What to produce
Copy out, unchanged, every line from the start of the records to the line that contains "Task: Extract the", and stop there.

Source data
══════
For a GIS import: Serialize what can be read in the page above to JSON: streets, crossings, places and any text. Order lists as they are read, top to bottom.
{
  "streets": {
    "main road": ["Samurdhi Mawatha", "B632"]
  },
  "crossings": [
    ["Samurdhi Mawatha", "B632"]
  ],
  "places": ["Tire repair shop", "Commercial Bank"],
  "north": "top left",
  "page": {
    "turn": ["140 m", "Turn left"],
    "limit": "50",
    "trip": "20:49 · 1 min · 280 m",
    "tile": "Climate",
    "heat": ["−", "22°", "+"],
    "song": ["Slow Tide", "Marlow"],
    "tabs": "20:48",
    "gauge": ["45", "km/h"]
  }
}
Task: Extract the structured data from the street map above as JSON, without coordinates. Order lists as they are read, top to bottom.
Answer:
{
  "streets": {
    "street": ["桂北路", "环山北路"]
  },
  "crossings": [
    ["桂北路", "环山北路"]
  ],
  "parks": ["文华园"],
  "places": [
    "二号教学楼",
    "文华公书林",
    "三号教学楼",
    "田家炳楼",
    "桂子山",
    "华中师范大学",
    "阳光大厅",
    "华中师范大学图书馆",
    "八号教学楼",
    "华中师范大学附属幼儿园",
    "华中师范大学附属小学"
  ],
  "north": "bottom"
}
══════
Solution for this problem
For a GIS import: Serialize what can be read in the page above to JSON: streets, crossings, places and any text. Order lists as they are read, top to bottom.
{
  "streets": {
    "main road": ["Samurdhi Mawatha", "B632"]
  },
  "crossings": [
    ["Samurdhi Mawatha", "B632"]
  ],
  "places": ["Tire repair shop", "Commercial Bank"],
  "north": "top left",
  "page": {
    "turn": ["140 m", "Turn left"],
    "limit": "50",
    "trip": "20:49 · 1 min · 280 m",
    "tile": "Climate",
    "heat": ["−", "22°", "+"],
    "song": ["Slow Tide", "Marlow"],
    "tabs": "20:48",
    "gauge": ["45", "km/h"]
  }
}
Task: Extract the structured data from the street map above as JSON, without coordinates. Order lists as they are read, top to bottom.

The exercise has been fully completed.